↓

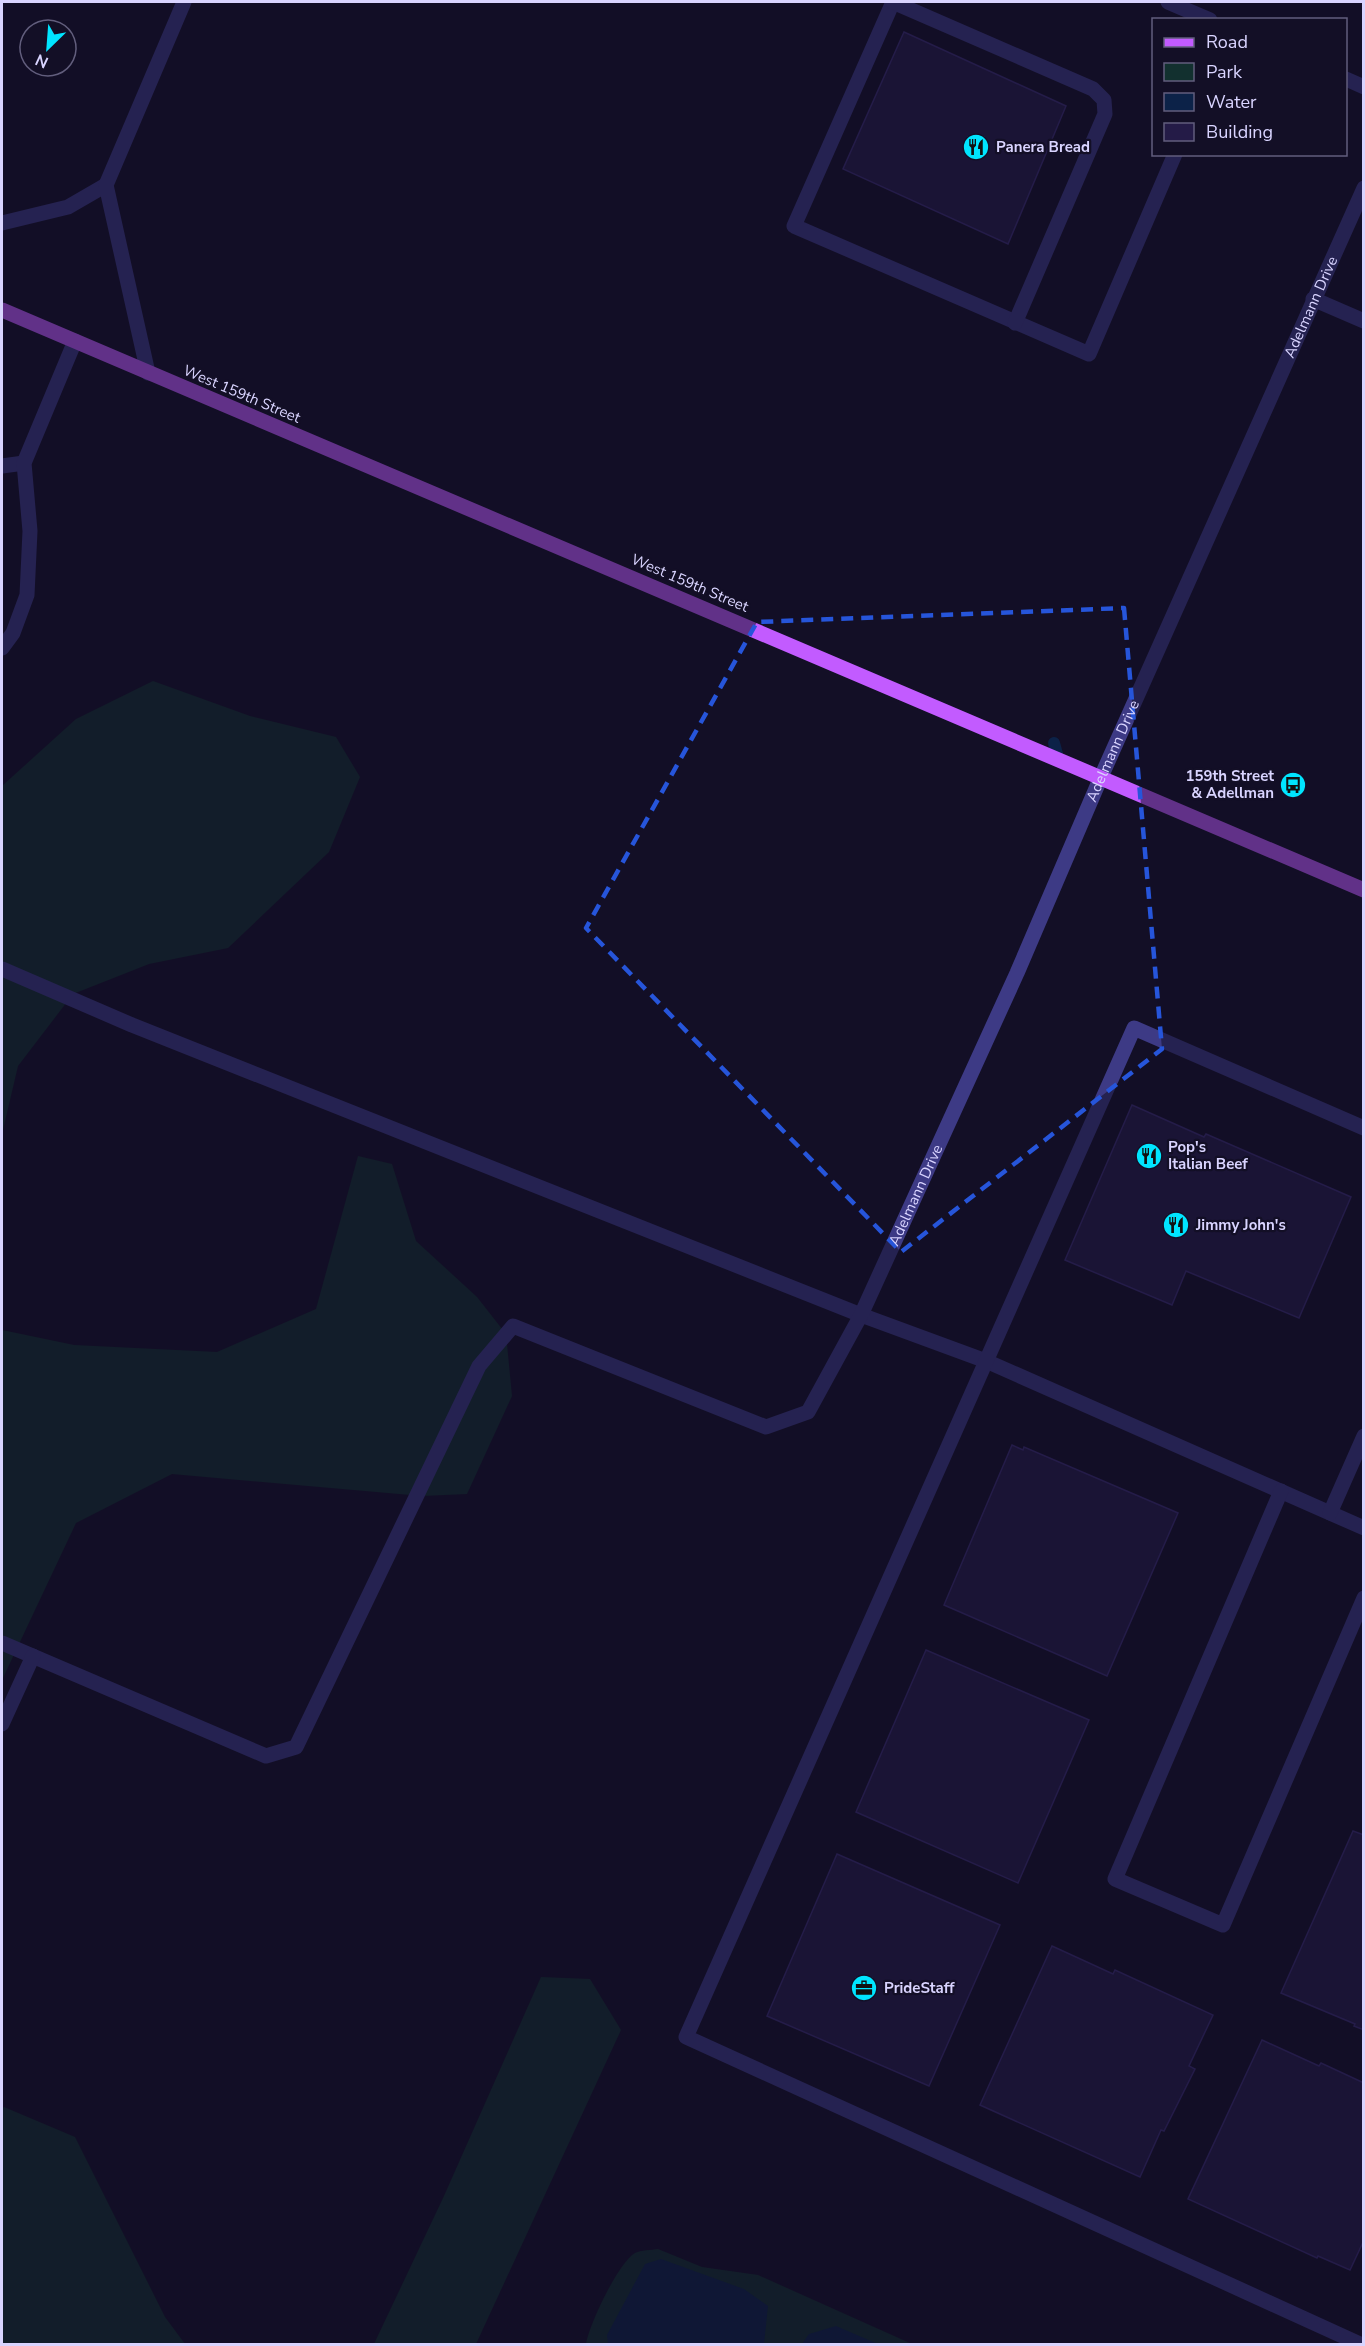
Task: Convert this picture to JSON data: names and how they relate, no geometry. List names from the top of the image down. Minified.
{"streets":{"main road":["West 159th Street"],"street":["Adelmann Drive"]},"crossings":[["Adelmann Drive","West 159th Street"]],"places":{"restaurant":["Panera Bread","Pop's Italian Beef","Jimmy John's"],"bus stop":["159th Street & Adellman"],"office":["PrideStaff"]},"legend":["Road","Park","Water","Building"],"north":"bottom left"}
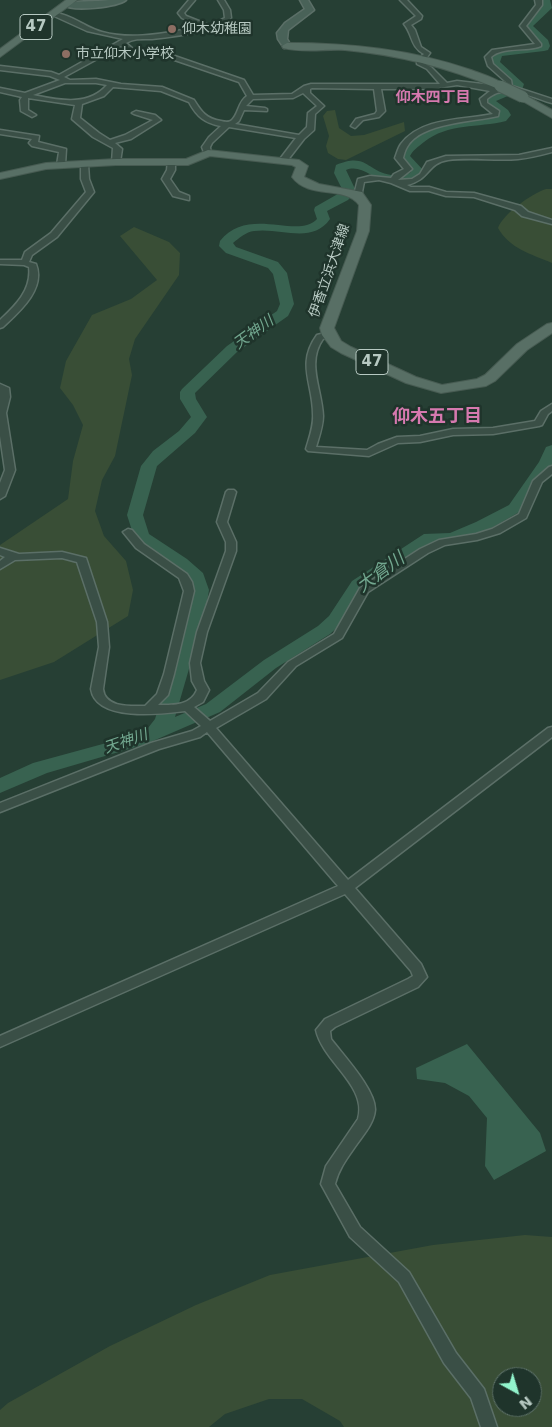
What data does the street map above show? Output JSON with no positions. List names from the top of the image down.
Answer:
{
  "streets": {
    "main road": ["47", "伊香立浜大津線"]
  },
  "districts": ["仰木四丁目", "仰木五丁目"],
  "water": ["天神川", "大倉川"],
  "places": ["仰木幼稚園", "市立仰木小学校"],
  "north": "bottom right"
}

↑

◆ Work to be completed ◆
Print every line above exactly. Leave the pictures out.

◆ Completed exercise ◆
Task: Convert this picture to JSON data: names and how they relate, no geometry. List names from the top of the image down. Minified.
{"streets":{"main road":["West 159th Street"],"street":["Adelmann Drive"]},"crossings":[["Adelmann Drive","West 159th Street"]],"places":{"restaurant":["Panera Bread","Pop's Italian Beef","Jimmy John's"],"bus stop":["159th Street & Adellman"],"office":["PrideStaff"]},"legend":["Road","Park","Water","Building"],"north":"bottom left"}
What data does the street map above show? Output JSON with no positions. List names from the top of the image down.
Answer:
{
  "streets": {
    "main road": ["47", "伊香立浜大津線"]
  },
  "districts": ["仰木四丁目", "仰木五丁目"],
  "water": ["天神川", "大倉川"],
  "places": ["仰木幼稚園", "市立仰木小学校"],
  "north": "bottom right"
}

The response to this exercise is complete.